Thanks in advance, as always.
EDIT: some code to help clarify things:
Here's the button that makes the original ajax calls:
<button id="applyFilter">APPLY</button>
and part of the js called on #applyFilter, wrapped in $(document).ready():
$('#applyFilter').click(function(){
// fill in the Photos tab
$.get('tracking/listPhotos.cfm',
{
id: id,
randParam: Math.random()
},
function(response){
$('#tabs-photos').html(response);
}
);
});
Finally, when the user calls the drill-down on the ajax generated graph, it uses the MaintAction form which has been populated with the needed variables:
function DrillDown() {
//get the necessary variables and populate the form inputs
document.MaintAction.action = "index.cfm?file=somepage.cfm&Config=someConfig";
document.MaintAction.submit();
}
and that takes us to the new page, from which we'd like to return to the first page but with the ajax-loaded photos.
The best bet is to use the BBQ method. For this, you don't have to actually include the anchor tags in your page; in fact, doing so would cause problems. This page: http://ajaxpatterns.org/Unique_URLs explains how the underlying process works. I'm sure a jQuery plugin would make the actual implementation much easier.
Regarding your other question, about how this could be done with session variables - I've actually done something similar to that, prior to learning about the BBQ method. This was specifically to save the state of a jqGrid component, but it could be easily changed to support any particular Ajax state.
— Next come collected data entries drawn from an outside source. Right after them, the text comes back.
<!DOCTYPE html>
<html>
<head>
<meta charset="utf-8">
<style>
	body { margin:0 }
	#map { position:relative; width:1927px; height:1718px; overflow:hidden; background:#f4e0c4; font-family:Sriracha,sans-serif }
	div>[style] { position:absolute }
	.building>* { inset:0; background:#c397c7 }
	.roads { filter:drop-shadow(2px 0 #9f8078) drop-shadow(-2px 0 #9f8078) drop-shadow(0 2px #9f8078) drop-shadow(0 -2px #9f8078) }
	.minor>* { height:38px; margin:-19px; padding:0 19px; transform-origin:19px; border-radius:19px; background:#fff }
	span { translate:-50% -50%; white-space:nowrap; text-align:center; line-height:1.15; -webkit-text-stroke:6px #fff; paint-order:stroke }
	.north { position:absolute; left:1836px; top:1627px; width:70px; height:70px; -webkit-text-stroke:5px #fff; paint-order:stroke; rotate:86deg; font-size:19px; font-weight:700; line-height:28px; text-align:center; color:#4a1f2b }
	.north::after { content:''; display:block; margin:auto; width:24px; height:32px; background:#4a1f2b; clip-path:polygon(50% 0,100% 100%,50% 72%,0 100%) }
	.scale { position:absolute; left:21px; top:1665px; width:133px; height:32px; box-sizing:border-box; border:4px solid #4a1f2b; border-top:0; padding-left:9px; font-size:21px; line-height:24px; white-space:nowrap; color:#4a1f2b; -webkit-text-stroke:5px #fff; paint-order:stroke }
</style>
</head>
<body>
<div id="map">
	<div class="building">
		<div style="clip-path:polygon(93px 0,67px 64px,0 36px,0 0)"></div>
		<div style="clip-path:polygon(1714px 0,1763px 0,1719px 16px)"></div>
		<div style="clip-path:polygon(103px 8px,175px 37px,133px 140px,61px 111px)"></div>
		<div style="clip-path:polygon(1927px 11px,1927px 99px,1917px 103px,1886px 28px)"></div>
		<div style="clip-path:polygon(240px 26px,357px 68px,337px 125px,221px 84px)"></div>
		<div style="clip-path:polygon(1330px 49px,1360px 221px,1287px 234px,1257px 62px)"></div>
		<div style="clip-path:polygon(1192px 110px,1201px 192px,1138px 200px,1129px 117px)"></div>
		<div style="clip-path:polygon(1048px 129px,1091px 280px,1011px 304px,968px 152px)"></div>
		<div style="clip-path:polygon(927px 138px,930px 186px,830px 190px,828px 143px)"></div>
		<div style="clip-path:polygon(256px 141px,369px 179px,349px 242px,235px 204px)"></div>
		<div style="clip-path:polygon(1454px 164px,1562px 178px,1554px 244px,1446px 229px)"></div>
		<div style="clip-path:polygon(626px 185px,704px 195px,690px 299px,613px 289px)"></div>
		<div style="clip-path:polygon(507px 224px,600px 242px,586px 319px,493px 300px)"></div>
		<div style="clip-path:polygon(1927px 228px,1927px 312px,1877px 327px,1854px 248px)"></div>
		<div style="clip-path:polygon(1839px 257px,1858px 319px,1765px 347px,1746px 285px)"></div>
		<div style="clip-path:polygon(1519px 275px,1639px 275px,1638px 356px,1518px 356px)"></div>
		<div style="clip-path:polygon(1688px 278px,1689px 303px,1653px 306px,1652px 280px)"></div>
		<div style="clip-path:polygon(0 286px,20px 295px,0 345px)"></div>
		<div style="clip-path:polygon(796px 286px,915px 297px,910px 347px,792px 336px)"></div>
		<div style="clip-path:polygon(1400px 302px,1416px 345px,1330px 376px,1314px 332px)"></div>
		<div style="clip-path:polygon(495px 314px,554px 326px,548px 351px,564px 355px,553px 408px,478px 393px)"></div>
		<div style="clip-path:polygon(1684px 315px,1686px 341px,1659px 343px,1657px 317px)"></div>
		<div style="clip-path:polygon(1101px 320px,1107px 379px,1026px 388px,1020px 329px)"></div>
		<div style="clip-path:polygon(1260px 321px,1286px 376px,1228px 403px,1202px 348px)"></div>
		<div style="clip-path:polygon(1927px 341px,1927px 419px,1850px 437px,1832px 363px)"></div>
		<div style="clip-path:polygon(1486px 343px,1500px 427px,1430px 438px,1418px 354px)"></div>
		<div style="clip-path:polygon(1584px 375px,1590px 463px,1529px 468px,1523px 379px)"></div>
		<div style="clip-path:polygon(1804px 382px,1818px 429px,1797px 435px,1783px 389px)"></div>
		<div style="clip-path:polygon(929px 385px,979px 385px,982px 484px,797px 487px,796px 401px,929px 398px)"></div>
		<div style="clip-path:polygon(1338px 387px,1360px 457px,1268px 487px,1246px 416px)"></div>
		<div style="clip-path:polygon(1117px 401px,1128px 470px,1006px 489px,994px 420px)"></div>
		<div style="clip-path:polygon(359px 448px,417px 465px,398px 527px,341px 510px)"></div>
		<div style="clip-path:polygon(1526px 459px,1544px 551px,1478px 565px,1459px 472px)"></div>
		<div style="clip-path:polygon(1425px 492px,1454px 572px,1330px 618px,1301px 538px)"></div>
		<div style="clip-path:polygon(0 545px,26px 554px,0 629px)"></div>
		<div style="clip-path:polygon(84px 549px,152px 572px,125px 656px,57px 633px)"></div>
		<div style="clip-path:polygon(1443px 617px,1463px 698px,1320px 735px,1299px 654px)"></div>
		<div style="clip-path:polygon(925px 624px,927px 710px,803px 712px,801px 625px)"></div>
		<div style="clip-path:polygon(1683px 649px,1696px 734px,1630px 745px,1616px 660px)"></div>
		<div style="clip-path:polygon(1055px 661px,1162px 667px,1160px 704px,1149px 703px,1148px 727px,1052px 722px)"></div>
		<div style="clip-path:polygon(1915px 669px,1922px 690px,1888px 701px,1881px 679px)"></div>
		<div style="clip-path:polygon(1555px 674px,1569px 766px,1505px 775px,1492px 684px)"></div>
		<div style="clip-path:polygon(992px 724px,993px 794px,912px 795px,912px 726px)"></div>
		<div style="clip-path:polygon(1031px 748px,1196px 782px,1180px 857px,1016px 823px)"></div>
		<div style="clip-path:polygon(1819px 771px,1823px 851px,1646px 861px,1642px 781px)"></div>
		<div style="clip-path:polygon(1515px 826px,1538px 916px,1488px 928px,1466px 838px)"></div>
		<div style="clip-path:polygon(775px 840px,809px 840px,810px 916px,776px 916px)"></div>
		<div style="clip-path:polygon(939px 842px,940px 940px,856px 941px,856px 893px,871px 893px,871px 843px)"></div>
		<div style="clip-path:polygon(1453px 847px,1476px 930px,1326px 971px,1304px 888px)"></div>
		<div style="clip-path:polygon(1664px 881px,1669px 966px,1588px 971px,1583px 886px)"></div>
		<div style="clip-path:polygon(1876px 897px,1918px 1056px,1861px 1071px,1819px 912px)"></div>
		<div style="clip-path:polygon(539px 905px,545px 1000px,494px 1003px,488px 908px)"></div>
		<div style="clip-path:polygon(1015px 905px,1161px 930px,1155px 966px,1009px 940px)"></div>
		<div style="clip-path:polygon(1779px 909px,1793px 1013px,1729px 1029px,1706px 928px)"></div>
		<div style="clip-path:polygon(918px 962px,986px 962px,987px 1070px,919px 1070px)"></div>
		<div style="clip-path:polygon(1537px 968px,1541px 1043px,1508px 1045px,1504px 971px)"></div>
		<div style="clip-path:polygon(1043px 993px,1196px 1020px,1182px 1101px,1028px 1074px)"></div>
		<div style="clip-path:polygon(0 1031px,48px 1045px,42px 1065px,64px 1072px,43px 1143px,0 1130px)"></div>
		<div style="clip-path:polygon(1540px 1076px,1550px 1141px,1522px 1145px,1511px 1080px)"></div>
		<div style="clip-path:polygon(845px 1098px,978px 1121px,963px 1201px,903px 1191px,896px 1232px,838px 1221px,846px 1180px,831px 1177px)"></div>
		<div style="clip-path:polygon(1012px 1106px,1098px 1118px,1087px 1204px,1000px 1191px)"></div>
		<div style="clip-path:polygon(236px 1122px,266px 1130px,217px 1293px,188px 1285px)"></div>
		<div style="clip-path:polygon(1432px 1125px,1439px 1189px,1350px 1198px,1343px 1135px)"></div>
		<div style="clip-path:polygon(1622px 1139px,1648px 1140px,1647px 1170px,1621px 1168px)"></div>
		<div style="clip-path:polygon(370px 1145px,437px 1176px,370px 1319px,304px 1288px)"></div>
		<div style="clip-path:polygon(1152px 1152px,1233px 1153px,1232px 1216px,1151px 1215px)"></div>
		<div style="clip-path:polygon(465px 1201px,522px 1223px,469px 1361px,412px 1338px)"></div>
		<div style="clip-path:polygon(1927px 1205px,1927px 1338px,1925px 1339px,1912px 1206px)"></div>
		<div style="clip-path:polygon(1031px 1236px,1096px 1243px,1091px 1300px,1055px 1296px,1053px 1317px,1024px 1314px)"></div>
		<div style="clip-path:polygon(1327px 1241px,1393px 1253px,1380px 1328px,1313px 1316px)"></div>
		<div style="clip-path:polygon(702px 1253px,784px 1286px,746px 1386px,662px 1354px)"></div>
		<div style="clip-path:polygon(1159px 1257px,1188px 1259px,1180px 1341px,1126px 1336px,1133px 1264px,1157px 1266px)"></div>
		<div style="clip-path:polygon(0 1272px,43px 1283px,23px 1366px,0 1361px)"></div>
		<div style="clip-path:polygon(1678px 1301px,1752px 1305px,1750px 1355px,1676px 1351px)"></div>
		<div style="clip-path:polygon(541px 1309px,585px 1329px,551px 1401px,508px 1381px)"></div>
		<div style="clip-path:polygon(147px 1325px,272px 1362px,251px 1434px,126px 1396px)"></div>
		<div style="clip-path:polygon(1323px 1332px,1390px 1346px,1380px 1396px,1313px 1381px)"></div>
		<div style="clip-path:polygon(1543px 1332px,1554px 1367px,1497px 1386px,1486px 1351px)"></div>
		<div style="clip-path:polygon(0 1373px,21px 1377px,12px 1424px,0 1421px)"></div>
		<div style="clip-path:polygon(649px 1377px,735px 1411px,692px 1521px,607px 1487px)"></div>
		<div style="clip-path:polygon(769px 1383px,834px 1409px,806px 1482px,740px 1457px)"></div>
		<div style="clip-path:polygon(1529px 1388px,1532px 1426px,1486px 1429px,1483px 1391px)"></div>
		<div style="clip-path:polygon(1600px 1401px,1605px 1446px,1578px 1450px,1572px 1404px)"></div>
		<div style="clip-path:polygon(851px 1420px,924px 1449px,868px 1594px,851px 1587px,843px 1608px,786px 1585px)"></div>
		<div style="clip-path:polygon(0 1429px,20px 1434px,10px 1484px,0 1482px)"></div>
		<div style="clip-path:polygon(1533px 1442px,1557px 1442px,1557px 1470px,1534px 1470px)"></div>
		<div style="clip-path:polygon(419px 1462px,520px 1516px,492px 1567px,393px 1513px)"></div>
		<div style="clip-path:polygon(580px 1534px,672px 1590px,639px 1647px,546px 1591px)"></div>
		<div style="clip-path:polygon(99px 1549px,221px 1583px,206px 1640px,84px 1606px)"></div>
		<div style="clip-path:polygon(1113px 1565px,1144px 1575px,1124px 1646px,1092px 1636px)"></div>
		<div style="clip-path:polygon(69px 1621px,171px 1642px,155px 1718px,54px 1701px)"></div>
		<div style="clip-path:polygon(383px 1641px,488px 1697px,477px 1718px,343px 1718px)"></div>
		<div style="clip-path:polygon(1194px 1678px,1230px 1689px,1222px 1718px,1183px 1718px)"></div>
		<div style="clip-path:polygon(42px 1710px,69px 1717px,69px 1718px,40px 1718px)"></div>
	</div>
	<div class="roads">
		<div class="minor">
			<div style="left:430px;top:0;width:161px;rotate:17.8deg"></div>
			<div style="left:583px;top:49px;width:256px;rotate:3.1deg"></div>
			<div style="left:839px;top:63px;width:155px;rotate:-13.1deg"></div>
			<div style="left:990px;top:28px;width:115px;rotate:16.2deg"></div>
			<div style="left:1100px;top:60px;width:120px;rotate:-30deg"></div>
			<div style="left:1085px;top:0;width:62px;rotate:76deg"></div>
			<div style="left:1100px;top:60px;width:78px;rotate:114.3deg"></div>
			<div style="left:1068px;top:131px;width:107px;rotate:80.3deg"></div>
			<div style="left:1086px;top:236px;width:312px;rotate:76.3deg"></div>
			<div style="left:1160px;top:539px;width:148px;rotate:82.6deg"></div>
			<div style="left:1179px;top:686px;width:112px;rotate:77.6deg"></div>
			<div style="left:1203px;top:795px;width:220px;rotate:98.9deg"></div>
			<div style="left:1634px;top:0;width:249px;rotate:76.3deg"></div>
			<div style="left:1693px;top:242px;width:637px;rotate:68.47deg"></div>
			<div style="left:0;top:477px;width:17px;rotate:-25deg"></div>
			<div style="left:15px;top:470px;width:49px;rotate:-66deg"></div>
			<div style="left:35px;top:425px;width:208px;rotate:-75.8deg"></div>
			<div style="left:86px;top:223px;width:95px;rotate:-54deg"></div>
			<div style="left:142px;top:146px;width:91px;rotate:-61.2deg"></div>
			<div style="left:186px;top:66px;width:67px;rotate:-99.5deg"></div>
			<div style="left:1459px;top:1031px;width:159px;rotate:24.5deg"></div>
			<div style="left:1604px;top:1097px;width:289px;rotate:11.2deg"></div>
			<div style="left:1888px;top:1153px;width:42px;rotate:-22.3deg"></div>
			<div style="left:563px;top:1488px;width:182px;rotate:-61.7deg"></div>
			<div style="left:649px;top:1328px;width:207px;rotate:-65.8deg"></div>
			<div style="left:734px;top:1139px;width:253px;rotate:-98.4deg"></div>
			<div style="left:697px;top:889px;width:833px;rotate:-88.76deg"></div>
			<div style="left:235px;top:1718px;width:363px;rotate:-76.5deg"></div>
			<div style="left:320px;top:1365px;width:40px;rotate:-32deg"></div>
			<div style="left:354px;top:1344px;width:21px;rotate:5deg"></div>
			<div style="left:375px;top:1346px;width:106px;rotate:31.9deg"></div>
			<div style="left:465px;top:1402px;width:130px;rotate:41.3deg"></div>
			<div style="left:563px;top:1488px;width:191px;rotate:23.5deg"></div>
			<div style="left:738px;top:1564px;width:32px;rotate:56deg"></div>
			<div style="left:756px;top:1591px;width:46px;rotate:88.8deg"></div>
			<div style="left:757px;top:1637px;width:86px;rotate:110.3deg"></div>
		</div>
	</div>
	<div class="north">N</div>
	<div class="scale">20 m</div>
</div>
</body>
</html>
Basically, what I did was keep a session variable around for each instance of each component that stored the last parameters passed to the server via AJAX requests. Then, on the client side, the first thing I did was run a synchronous XHR request back to the server to fetch the state from that session variable. Using the callback method for that synchronous request, I then set up the components on my page using those saved parameters. This worked for me, but if I had to do it again I would definitely go with the BBQ method because it is much simpler to deal with and also allows more than one level of history.
Some example code based on your update:
$('#applyFilter').click(function(){
var id = $("#filterid").val(); // assumes the below id value is stored in some input on the page with the id "filterid"
// fill in the Photos tab
$.get('tracking/listPhotos.cfm',
{
id: id // I'm assuming this is what you need to remember when the page is returned to via a back-button...
//randParam: Math.random() - I assume this is to prevent caching? See below
},
function(response){
$('#tabs-photos').html(response);
}
);
});
/* fixes stupid caching behavior, primarily in IE */
$.ajaxSetup({ cache: false });
$.ajax({
async: false,
url: 'tracking/listPhotosSessionKeeper.cfm',
success: function (data, textStatus, XMLHttpRequest)
{
if (data.length)
{
$("#filterid").val(data);
$('#applyFilter').trigger('click');
}
}
});
This is what you need on the client-side to fetch the state of the photo list. On the server side, you'll need to add this modification to tracking/listPhotos.cfm:
<cfset session.lastUsedPhotoFilterID = URL.id>
And add this new one-line file, tracking/listPhotosSessionKeeper.cfm:
<cfif IsDefined("session.lastUsedPhotoFilterID")><cfoutput>#session.lastUsedPhotoFilterID#</cfoutput></cfif>
Together these changes will keep track of the last ID used by the user, and will load it up each time the page is rendered (whether via a back button, or simply by the user revisiting the page).